Last Updated on 2020/10/30
HONG KONG (Reuters) – For part-time furniture mover Kong Ngai-lam, 26, home is the bottom half of a bunk bed inside a tiny room that fits little else.
Nearly 200,000 Hong Kong residents like him call a wire cage or bed in partitioned apartments their home.
Making housing more affordable was among outgoing Hong Kong leader Leung Chun-ying’s top priorities when he took office in 2012, but his administration has been unable to rein in skyrocketing prices that have added to discontent in the city.
“Over the past four years, despite a number of measures by the current-term government which has successfully curbed external, investment and speculative demands, the difficulty in achieving home ownership remains an unresolved problem,” Leung said in his swansong policy address on Wednesday.
High property prices and rents posed “the gravest potential hazard to the Hong Kong community as many families have no choice but to live in subdivided units, even in industrial buildings,” Leung added.
Property prices have surged nearly 50 percent to historic highs since he took office, according to government data, and tiny living spaces have become increasingly common.
About 100,000 people under the age of 35, including children, make up half of those occupying such partitioned units, a government report showed. Non-government organisations say the real numbers are higher.
These units, measuring half the size of a standard carpark space at an average of 62.4 square feet (5.8 square meters), are getting more expensive too.
Median rents surged 10.5 percent to HK$4,200 (420 pounds) in 2015, official data showed. The figure is greater than the 8.4 percent rent increase in private homes over the same period.
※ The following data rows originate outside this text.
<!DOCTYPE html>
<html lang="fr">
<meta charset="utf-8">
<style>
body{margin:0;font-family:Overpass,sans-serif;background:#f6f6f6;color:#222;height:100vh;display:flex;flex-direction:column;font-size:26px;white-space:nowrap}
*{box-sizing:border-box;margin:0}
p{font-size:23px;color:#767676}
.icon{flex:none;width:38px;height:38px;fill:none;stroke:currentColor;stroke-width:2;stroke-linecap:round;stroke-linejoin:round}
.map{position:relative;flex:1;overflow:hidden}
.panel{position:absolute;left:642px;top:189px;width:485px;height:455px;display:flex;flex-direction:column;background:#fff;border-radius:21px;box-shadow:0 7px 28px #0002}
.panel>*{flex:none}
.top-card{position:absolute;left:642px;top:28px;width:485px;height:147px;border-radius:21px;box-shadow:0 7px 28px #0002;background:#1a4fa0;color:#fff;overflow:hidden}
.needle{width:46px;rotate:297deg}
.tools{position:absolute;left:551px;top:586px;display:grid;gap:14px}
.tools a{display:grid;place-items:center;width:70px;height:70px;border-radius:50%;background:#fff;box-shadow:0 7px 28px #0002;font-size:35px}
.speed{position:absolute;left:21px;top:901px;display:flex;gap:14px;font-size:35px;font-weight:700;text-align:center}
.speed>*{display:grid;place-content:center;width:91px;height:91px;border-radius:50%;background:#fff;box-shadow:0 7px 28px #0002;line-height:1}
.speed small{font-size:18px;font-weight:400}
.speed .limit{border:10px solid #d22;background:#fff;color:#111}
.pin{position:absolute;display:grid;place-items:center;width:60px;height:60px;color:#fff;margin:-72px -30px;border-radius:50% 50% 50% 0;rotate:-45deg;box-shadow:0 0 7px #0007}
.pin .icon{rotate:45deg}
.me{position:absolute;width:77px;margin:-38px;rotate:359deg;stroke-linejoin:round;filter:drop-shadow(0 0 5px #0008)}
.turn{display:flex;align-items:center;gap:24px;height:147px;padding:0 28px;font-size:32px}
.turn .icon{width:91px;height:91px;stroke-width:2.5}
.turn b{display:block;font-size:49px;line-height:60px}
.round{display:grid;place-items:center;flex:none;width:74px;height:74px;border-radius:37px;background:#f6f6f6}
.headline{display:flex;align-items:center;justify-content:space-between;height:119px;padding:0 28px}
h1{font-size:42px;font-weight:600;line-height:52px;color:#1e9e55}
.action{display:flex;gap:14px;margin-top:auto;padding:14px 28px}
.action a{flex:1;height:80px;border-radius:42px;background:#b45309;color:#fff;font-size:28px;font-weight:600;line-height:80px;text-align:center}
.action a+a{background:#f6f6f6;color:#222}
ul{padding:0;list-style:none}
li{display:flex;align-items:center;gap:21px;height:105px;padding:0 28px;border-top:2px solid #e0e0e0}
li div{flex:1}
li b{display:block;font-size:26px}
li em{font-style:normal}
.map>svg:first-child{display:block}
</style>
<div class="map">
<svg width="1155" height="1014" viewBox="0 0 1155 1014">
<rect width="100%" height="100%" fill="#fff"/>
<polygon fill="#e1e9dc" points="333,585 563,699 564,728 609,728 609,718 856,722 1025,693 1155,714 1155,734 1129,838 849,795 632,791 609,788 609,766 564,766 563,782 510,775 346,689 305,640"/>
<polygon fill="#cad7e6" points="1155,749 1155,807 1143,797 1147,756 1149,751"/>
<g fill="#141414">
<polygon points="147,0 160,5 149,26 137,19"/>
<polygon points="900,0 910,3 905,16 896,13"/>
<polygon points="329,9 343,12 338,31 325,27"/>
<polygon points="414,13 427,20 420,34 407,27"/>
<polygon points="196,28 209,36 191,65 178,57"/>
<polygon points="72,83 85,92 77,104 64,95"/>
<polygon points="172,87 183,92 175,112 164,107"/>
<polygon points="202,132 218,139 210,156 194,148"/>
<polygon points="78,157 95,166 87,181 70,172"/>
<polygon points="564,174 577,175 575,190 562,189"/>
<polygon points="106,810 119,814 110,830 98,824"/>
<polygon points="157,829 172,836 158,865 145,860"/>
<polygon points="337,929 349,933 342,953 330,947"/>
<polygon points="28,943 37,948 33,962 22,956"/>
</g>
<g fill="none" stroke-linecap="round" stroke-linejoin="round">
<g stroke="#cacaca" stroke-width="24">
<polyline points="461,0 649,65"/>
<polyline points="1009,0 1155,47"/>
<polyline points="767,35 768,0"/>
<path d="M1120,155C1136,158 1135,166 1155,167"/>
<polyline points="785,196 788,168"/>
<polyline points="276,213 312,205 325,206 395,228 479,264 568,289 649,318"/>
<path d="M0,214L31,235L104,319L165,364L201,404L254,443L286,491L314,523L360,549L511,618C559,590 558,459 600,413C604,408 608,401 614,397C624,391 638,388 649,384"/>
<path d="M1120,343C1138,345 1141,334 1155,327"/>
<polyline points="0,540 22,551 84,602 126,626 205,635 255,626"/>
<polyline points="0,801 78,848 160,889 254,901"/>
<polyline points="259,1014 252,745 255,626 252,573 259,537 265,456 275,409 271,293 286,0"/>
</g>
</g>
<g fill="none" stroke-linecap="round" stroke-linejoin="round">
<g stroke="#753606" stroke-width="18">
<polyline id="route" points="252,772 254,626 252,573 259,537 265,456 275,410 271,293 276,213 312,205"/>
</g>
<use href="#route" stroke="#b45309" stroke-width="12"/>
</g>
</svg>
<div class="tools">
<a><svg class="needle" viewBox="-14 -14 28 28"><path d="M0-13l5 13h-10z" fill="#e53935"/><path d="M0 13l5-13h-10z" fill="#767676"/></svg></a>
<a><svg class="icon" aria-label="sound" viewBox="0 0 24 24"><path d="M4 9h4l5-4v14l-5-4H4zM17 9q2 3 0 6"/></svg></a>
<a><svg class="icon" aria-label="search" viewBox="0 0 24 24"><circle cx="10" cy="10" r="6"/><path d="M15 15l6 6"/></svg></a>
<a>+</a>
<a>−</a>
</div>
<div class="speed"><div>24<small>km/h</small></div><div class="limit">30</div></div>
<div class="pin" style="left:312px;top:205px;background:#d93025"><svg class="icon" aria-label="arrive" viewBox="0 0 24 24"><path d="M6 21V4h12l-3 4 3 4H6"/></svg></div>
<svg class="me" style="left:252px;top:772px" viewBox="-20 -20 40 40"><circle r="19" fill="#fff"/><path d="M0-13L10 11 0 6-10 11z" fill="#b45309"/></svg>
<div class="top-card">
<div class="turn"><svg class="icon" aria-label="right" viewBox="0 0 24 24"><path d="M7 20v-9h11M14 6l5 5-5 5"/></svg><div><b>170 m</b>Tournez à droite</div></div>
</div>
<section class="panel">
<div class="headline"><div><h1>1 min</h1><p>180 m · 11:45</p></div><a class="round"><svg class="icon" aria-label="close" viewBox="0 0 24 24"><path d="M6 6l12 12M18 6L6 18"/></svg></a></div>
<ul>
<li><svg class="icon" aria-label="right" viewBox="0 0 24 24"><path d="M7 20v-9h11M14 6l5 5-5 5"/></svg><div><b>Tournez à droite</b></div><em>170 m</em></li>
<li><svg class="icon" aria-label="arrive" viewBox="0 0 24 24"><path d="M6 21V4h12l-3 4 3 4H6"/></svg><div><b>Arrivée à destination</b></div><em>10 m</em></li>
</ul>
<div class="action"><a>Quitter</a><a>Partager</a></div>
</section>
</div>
Kong now pays $250 monthly rent for his bed space in the cluttered apartment shared with 10 others. A handwritten note warns of eviction if rental payment is late: “We are not the Salvation Army,” it says.
There are no legal guidelines in Hong Kong restricting how small apartments can be, nor any on rent control.
“The biggest issue in Hong Kong is we don’t have any legal restrictions, so the landlords can do whatever they want,” said Kong’s social worker and community organiser at the Society for Community Organization, Sze Lai-shan.
“Mini flats” or “mosquito flats” are a growing trend as developers target first-time buyers who have given up hope of ever owning a decent-sized home.
Emperor International Holdings will build flats as small as 61.4 square feet (5.7 square metres), though the measurements exclude kitchen and bathroom; Chun Wo Development Holdings has plans for a residential building catering to young first-time buyers with 128 square feet (11.9 square metres) units.
“Hong Kong’s real estate has gone so expensive, that’s why (developers) are making flats smaller and smaller to make them affordable,” said Edina Wong, senior director of residential services at property consultancy Savills.
Hong Kong’s richest man Li Ka-shing recently said the trend made him feel “uneasy”, even though a residential complex built by his Cheung Kong Property Holdings offers flats smaller than 200 square feet (18.6 square meters). One unit in September sold for HK$2.8 million.
Thomas Lam, senior director at Knight Frank, expects small flats to remain popular in the fshort run as long as prices remain high and tightening measures such as higher stamp duties stay in place.
But a mini apartment is not for everyone.
Freya Tseng, 27, who advises her family on property investments, has stayed away from mini flats.
“If you buy it for yourself, the quality of life will be too low and you won’t be happy living there. If you buy it for investment purposes, it doesn’t have any reserve value,” Tseng said. “It’s a joke.”